Structuring a Serverless Data Platform on AWS: A Reusable Blueprint for Lambda and Glue
· 11 min read TL;DR
Serverless on AWS scales beautifully — until your codebase doesn’t. After replacing a legacy data platform with Lambda, Glue, and S3 over the past year, I converged on a blueprint:
- Treat serverless as a platform, not a bag of scripts
- Keep shared utilities (logging, config, error handling) in a versioned
service_coremodule - Package the same shared code differently for Lambda (Layers) and Glue (
--extra-py-files) - Enforce one-way dependencies — microservices import shared code, not the other way around
- Deploy and orchestrate independent services with Serverless Compose
The result: a platform that scales without becoming a monolith.
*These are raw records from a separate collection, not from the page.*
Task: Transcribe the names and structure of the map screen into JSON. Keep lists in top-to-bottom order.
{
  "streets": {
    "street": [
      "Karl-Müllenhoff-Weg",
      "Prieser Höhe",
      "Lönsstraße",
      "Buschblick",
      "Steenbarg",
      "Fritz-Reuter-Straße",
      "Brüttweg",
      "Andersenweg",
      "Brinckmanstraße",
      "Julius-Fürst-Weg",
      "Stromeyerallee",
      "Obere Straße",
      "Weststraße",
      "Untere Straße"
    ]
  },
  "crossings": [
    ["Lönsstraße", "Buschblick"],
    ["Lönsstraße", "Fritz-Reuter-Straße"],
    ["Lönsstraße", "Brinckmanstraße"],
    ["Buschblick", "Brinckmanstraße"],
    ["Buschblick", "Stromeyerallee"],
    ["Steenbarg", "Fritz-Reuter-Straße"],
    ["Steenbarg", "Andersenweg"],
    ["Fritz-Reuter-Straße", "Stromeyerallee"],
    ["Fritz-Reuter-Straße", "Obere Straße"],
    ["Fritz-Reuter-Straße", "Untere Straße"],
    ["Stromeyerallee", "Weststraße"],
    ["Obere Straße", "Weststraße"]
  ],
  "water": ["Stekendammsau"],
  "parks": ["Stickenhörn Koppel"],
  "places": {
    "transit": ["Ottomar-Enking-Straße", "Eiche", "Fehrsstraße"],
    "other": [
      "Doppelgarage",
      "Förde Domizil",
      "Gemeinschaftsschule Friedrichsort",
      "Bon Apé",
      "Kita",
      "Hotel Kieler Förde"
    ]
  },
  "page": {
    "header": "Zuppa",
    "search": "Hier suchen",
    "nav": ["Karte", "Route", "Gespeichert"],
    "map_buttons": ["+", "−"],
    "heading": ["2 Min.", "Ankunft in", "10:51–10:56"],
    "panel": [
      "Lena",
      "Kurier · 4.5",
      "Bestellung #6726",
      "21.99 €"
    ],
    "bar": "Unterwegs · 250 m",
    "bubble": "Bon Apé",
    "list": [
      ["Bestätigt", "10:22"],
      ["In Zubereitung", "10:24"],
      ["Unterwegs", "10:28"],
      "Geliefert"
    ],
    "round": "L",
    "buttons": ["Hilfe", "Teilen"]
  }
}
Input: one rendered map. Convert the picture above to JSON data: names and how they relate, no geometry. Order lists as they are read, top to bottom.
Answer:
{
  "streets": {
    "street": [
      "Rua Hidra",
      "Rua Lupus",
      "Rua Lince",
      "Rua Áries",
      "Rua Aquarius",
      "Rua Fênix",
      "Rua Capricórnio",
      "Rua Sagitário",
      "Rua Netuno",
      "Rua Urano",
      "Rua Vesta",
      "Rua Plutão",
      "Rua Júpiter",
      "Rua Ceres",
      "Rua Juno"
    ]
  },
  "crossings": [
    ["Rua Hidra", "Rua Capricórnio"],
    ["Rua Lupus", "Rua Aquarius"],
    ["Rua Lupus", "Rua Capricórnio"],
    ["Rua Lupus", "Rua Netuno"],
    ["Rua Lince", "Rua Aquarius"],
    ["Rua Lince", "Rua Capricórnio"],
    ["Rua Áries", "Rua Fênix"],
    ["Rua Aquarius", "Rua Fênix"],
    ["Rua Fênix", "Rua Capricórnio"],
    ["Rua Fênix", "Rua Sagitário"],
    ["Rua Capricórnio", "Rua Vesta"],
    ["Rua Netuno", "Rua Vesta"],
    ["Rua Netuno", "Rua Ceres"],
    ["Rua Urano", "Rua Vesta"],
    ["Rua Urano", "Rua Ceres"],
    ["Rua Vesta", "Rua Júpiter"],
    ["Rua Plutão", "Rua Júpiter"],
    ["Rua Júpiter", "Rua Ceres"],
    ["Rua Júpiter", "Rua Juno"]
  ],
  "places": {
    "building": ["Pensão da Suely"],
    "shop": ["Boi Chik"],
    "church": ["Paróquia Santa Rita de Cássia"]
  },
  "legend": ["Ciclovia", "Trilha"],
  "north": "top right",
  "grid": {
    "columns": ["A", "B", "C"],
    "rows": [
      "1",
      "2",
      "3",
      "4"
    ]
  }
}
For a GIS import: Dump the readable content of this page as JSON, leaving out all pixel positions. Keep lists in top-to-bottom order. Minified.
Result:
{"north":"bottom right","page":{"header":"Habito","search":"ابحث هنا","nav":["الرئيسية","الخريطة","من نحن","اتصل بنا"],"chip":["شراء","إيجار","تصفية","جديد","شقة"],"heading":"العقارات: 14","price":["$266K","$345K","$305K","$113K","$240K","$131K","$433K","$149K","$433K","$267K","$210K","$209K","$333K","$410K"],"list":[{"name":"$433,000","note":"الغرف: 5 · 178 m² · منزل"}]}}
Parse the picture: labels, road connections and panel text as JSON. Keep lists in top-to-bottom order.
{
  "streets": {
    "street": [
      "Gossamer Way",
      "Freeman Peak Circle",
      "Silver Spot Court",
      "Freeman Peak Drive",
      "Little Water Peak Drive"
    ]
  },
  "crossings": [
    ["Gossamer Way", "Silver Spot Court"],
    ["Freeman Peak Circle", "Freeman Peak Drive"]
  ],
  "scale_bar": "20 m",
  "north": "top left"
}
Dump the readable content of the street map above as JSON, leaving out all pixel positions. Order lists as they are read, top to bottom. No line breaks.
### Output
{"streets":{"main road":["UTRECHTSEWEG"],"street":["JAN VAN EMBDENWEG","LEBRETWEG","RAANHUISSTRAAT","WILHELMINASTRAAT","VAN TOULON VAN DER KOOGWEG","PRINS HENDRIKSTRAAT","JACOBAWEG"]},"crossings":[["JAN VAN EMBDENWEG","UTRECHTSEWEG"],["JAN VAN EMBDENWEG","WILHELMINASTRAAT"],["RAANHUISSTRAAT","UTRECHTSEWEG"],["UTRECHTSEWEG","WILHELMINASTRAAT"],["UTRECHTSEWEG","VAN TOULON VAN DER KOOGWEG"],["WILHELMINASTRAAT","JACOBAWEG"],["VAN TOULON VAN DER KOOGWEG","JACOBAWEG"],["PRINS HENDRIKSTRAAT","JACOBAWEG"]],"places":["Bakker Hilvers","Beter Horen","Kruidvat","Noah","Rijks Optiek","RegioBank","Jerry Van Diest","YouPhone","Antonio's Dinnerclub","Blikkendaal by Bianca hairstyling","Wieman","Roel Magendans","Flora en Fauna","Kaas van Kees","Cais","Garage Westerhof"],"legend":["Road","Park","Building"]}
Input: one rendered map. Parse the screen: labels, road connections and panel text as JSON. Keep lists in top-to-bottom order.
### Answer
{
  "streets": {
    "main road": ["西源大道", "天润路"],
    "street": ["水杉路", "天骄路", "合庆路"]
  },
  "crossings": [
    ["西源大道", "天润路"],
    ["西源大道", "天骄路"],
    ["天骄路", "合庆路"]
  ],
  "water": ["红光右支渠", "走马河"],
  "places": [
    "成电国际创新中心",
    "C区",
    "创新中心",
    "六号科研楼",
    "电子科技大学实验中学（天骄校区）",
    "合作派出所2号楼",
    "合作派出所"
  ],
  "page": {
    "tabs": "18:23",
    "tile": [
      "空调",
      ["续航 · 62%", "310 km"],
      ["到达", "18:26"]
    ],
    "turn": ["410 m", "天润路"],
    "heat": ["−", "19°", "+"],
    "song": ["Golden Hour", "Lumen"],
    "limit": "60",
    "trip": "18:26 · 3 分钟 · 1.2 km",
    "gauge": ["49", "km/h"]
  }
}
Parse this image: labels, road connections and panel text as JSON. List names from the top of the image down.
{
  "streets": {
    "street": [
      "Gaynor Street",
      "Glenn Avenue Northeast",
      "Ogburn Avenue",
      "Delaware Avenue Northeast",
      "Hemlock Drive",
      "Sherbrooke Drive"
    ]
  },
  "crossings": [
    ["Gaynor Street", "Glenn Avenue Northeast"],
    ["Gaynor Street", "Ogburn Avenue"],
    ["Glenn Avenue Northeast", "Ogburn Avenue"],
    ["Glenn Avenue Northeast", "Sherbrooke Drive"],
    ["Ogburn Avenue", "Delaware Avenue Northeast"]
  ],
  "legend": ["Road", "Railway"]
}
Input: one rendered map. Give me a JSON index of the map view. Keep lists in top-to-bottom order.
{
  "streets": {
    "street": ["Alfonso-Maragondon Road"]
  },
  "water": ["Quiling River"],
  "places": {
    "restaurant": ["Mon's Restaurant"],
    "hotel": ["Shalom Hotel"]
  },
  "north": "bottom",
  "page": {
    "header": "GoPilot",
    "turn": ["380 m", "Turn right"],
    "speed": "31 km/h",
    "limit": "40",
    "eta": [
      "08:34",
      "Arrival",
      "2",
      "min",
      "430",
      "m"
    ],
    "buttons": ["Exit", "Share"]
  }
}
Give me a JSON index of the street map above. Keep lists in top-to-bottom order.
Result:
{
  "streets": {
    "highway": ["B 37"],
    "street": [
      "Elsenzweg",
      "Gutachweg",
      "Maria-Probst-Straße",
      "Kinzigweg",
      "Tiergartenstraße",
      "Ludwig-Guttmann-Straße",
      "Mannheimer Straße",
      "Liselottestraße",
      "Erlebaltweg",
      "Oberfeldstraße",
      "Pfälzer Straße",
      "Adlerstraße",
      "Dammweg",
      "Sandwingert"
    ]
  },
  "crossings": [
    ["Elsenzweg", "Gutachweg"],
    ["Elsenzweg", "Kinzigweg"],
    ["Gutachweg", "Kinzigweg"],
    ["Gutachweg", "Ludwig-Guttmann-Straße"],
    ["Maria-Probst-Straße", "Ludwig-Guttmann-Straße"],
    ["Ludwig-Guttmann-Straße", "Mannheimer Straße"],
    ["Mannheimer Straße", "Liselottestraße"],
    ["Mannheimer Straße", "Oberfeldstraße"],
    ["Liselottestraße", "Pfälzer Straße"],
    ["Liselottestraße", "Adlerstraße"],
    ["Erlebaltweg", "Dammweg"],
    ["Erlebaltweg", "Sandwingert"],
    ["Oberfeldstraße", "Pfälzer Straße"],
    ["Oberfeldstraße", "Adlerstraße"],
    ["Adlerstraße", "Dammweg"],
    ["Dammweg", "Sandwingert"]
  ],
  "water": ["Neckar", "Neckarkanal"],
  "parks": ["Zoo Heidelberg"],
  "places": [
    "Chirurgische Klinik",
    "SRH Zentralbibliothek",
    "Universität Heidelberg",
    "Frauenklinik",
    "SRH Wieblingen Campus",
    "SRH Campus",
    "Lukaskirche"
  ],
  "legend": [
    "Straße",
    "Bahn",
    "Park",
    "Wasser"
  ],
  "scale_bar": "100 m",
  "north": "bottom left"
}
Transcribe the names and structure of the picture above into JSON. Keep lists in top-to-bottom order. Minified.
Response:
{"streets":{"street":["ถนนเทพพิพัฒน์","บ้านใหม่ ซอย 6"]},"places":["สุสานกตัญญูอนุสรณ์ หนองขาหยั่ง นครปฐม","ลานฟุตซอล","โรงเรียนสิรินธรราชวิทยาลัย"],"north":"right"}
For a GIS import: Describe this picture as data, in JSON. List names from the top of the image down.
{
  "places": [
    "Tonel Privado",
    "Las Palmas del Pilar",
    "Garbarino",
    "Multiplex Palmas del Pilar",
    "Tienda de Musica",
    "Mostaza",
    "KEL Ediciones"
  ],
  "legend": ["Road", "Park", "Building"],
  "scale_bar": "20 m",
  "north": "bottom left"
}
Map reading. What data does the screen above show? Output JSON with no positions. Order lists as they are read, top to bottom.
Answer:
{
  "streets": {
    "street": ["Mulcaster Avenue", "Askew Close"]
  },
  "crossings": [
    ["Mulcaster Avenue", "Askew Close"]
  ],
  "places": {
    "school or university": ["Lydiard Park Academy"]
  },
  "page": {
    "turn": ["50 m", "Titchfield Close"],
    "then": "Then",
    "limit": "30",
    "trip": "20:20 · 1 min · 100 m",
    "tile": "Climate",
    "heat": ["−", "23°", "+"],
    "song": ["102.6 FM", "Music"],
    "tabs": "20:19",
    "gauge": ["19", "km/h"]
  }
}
Code lives at github.com/raguvindtharanitharan/aws-data-platform-structure.
The problem nobody talks about
Over the past year, I’ve been replacing a legacy data platform with a serverless architecture on AWS — Lambda, Glue, S3, the now-standard set. The promised benefits showed up: elasticity, lower spend, simpler governance.
What also showed up — and what doesn’t get written about enough — is sprawl. Without deliberate structure, serverless platforms drift fast. We caught ourselves reimplementing the same logger across five Lambda functions, copy-pasting error handling between Glue jobs, embedding configuration into scripts that nobody could maintain three months later. The platform was elastic. The codebase was a mess.
The fix wasn’t tools. It was discipline: treat serverless as a platform, not a bag of scripts. That means versioned shared modules, runtime-aware packaging, and explicit deployment orchestration — the same architectural concerns you’d apply to any production system, just adapted to AWS’s serverless primitives.
This piece is foundational. The patterns here aren’t about AI, agents, or anything “AI-native.” But they’re the prerequisite. You can’t bolt observability, intelligent operations, or agent-driven workflows onto a sprawl of one-off scripts. You have to build the platform before you can make it smart.
What follows: how I structure the repository, how the same shared code gets packaged for Lambda and Glue without forks, and how Serverless Compose ties multi-service deployments into a single, predictable workflow.
Structuring the project
The first decision wasn’t about code. It was about ownership.
A serverless data platform that spans Lambda and Glue can either be organized around jobs and functions (one folder per Lambda, one per Glue script) or around responsibilities (shared logic separated from service-specific logic, with explicit boundaries between them). I picked the second.
Three principles I held to:
- Share and version reusable code. Common utilities — logging, configuration, data access — live in a single
service_coremodule, versioned independently from the services that consume it. - Package once, deploy multiple ways. The same shared module gets packaged differently per runtime: a Lambda Layer for functions, a Glue-compatible ZIP for jobs.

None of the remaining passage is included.